• MATERIAL TO PROCESS:

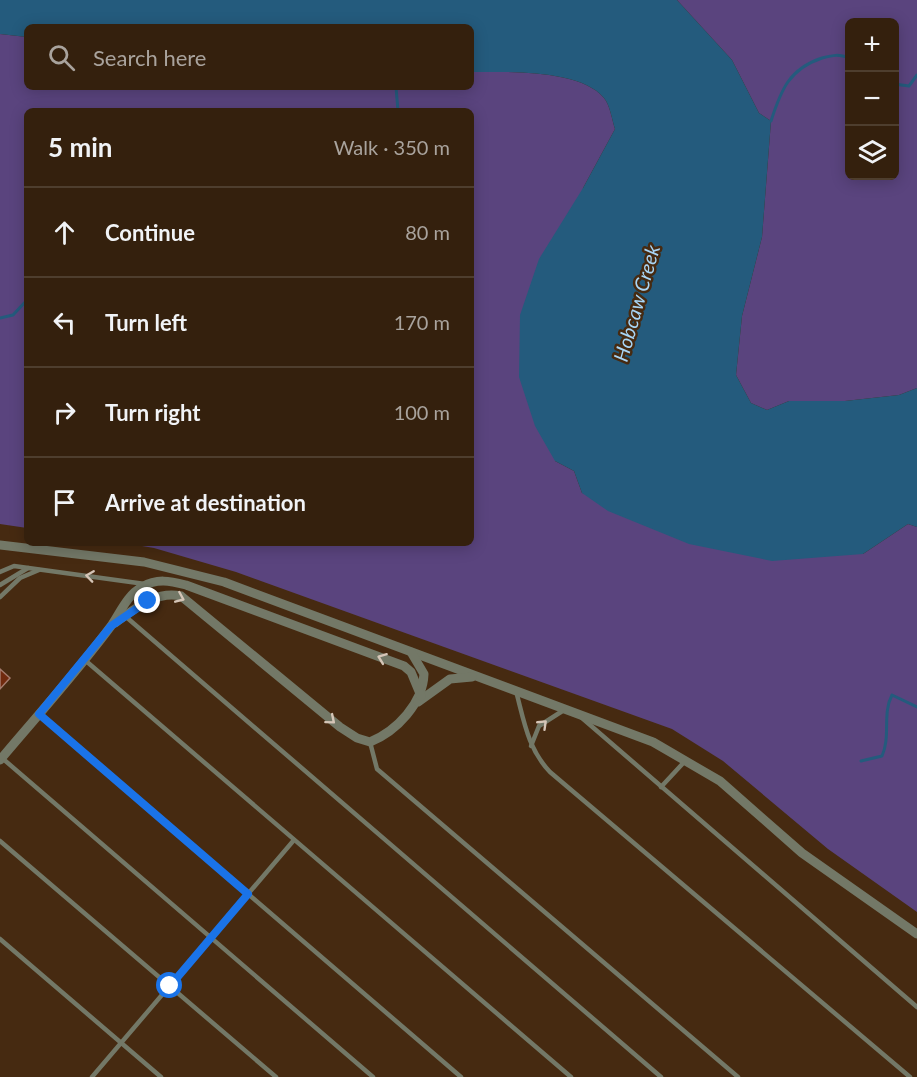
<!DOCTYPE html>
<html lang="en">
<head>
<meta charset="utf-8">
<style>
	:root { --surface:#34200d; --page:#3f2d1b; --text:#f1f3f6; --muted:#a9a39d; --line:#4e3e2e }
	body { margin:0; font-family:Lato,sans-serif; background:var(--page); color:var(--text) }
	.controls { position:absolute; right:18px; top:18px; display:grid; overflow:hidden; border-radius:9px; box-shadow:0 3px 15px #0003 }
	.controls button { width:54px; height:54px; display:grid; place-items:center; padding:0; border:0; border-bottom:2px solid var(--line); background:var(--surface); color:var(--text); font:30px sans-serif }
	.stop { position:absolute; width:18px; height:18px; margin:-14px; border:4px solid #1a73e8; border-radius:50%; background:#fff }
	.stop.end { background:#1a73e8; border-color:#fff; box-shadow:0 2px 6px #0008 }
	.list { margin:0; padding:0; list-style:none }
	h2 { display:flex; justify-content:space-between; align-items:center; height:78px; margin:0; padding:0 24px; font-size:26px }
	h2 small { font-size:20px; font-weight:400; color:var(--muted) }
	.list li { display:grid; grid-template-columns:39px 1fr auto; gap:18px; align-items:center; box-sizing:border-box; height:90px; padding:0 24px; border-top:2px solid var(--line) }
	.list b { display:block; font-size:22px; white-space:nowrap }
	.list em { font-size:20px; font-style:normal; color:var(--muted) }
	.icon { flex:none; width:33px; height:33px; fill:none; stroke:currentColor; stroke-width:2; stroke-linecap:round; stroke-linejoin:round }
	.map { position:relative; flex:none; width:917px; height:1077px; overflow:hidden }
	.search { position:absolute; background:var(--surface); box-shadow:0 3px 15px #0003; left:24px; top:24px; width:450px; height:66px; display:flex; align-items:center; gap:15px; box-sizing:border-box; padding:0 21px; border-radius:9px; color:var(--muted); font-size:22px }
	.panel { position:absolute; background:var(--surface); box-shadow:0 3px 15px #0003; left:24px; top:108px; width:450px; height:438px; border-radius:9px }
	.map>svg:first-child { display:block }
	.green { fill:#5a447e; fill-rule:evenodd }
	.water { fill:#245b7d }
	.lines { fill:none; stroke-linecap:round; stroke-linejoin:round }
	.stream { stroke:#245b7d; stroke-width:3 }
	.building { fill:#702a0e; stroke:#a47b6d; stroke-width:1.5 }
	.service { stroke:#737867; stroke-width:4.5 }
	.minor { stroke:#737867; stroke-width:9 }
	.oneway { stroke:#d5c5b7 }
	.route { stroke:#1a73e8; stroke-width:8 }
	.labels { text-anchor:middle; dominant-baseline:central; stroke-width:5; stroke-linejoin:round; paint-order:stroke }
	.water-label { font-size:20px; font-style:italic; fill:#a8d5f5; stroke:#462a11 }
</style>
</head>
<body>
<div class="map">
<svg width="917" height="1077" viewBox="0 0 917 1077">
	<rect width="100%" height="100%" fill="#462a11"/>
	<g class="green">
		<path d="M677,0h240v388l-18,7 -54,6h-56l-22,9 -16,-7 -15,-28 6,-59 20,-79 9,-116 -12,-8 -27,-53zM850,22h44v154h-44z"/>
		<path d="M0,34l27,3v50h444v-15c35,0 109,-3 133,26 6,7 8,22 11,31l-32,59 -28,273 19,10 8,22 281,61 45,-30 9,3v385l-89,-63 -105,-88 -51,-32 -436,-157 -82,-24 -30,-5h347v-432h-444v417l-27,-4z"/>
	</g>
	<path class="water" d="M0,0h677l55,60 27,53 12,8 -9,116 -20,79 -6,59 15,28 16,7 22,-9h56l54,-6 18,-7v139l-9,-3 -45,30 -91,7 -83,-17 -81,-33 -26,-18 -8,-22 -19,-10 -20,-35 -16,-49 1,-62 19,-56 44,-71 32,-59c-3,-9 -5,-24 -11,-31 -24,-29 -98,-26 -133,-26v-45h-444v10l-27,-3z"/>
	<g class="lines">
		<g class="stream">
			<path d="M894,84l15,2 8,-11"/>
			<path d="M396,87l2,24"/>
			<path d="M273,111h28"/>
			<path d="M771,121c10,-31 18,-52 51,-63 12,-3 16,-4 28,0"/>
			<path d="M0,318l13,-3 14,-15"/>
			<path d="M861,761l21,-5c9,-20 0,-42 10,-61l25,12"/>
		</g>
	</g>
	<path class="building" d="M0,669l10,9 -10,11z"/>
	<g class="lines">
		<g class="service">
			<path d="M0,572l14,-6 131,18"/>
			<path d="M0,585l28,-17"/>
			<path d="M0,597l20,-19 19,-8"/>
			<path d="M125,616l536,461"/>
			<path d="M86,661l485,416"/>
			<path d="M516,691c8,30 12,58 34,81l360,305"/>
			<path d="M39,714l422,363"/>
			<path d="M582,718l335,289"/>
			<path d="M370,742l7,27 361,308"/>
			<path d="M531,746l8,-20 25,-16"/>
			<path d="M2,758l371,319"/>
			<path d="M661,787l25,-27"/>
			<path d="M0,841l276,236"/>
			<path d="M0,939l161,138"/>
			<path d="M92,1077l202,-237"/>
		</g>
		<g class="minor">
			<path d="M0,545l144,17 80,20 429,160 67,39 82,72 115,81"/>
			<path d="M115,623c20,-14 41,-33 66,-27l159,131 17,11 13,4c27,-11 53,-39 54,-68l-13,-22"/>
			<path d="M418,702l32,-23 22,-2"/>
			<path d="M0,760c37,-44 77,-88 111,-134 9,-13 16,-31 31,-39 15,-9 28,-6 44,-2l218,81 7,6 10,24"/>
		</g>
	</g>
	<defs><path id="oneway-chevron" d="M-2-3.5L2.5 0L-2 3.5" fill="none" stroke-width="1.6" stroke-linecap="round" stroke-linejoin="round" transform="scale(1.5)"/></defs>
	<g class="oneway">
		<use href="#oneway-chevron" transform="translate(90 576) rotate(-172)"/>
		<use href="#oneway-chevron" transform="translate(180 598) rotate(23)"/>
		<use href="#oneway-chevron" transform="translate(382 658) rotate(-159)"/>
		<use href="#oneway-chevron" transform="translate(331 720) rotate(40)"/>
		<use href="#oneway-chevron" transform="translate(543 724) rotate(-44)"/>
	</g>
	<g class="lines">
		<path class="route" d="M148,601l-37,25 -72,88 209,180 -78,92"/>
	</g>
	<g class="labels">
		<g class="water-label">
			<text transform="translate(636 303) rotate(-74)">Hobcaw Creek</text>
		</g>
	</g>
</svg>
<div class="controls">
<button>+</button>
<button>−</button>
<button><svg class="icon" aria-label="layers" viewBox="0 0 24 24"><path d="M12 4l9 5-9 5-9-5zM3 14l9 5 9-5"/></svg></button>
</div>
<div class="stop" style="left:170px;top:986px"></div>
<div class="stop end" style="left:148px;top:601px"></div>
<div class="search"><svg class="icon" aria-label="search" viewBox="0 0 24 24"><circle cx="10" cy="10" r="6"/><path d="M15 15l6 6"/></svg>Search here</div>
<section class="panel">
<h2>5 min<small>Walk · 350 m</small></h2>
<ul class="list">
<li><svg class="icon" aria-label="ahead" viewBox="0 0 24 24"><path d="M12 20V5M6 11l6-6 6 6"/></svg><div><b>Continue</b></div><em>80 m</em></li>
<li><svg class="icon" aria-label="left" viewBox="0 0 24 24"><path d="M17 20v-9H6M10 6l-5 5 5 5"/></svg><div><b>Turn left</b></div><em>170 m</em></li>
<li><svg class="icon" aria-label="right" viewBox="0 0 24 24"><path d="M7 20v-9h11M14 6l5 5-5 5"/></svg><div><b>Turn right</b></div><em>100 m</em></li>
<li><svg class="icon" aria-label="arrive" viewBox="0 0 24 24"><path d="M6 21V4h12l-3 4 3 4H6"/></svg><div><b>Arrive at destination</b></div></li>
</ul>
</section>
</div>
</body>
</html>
* * *
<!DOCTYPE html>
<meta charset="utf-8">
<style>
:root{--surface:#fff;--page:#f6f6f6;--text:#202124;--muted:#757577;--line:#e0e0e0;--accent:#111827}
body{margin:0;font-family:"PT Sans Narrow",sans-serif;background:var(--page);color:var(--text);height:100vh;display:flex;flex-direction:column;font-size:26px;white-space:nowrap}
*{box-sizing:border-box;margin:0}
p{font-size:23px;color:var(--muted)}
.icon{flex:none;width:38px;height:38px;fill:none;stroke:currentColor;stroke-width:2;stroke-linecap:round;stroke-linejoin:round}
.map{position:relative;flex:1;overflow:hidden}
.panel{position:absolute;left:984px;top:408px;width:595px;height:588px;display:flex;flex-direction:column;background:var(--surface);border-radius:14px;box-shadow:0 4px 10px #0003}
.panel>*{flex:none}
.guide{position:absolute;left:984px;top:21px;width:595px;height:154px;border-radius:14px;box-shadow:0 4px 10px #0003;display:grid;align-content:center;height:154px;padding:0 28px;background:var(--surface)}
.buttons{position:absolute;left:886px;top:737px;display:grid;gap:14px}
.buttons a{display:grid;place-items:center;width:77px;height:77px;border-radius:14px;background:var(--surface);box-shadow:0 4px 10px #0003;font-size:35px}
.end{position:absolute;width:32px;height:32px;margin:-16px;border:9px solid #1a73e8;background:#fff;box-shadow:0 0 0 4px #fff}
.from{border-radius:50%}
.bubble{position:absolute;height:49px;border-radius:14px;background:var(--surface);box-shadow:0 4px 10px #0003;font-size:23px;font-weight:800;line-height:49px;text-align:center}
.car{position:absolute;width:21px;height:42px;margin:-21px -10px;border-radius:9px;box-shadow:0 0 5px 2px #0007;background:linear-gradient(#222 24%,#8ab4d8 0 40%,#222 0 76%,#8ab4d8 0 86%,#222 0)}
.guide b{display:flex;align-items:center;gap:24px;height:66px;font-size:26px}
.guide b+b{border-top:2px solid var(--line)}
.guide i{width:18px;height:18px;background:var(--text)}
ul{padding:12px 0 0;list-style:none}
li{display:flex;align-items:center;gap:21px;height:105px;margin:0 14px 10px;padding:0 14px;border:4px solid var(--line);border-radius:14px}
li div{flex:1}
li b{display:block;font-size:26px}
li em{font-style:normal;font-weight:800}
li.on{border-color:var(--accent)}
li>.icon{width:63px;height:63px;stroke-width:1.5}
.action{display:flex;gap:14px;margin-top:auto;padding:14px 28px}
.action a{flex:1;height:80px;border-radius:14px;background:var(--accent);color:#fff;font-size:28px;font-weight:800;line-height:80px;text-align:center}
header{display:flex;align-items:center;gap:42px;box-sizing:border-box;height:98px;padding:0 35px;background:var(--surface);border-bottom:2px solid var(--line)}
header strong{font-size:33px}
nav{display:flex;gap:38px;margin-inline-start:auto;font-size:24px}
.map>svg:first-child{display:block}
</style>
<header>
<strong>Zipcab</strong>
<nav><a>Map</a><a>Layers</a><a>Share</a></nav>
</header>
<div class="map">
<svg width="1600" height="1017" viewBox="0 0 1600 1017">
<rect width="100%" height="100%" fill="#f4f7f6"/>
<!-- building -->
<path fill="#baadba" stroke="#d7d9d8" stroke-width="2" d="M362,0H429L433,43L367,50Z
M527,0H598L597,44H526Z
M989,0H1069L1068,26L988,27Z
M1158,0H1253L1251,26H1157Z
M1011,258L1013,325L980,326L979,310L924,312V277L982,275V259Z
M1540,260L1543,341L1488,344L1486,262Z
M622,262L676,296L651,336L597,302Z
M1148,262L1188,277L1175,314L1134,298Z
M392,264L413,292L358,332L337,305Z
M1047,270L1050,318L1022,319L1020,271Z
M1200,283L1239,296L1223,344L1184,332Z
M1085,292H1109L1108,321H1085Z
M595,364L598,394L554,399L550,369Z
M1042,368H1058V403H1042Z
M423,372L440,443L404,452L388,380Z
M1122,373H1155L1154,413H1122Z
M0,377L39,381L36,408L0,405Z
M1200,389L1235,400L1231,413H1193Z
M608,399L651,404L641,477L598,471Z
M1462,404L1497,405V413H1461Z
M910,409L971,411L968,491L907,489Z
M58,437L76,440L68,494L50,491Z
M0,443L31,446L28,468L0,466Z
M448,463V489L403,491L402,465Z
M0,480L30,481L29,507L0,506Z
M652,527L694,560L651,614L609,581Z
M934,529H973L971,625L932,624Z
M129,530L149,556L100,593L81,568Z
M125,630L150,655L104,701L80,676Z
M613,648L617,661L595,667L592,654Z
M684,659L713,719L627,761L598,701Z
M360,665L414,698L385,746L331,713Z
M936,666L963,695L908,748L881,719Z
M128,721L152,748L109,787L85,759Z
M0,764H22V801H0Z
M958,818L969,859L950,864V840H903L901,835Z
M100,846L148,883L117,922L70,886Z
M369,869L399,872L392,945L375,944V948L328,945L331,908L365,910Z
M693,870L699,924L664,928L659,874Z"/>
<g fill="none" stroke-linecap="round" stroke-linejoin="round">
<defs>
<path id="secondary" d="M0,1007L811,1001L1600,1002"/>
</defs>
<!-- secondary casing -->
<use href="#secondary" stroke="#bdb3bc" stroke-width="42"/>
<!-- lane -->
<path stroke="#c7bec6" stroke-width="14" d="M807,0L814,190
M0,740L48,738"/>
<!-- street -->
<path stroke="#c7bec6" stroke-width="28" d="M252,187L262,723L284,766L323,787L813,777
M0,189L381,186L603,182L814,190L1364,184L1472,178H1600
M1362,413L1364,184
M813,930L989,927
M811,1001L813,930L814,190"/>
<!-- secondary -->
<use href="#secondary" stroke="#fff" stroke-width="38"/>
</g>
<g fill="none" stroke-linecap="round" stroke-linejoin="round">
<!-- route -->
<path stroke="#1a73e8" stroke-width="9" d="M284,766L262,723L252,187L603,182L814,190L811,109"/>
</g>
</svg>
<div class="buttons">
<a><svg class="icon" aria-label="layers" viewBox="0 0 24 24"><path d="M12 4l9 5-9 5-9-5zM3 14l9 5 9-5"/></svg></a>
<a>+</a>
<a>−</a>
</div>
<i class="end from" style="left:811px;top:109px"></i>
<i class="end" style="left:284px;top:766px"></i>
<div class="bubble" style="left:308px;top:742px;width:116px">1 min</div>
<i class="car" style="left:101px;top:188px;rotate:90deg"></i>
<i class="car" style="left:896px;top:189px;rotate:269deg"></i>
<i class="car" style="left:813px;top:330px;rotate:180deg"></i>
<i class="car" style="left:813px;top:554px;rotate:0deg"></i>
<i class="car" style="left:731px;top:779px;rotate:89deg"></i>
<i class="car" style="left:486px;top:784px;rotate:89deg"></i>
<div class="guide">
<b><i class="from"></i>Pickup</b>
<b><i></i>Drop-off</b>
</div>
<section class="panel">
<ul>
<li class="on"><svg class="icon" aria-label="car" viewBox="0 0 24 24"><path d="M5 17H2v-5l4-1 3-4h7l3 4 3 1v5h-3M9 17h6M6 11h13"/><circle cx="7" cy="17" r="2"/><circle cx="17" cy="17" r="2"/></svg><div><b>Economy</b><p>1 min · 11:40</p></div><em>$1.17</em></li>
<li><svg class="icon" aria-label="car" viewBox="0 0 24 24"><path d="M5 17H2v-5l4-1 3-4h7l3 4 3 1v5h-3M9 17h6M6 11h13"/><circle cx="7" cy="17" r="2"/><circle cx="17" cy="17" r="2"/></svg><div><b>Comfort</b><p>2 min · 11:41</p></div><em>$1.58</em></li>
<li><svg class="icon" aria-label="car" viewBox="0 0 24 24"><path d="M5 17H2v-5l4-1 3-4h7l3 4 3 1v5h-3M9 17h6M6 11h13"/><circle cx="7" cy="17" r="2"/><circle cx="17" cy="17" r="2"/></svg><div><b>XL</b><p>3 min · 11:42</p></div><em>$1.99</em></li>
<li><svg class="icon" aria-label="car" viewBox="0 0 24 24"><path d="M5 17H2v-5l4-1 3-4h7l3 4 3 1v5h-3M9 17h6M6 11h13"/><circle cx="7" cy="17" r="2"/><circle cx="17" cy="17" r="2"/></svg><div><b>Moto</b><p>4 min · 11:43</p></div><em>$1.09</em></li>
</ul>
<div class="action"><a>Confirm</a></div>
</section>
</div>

• WHAT YOU HAVE TO DO: Would you copy out every line in the records that includes the string "controls"?

• SOLUTION TO THE PROBLEM:
	.controls { position:absolute; right:18px; top:18px; display:grid; overflow:hidden; border-radius:9px; box-shadow:0 3px 15px #0003 }
	.controls button { width:54px; height:54px; display:grid; place-items:center; padding:0; border:0; border-bottom:2px solid var(--line); background:var(--surface); color:var(--text); font:30px sans-serif }
<div class="controls">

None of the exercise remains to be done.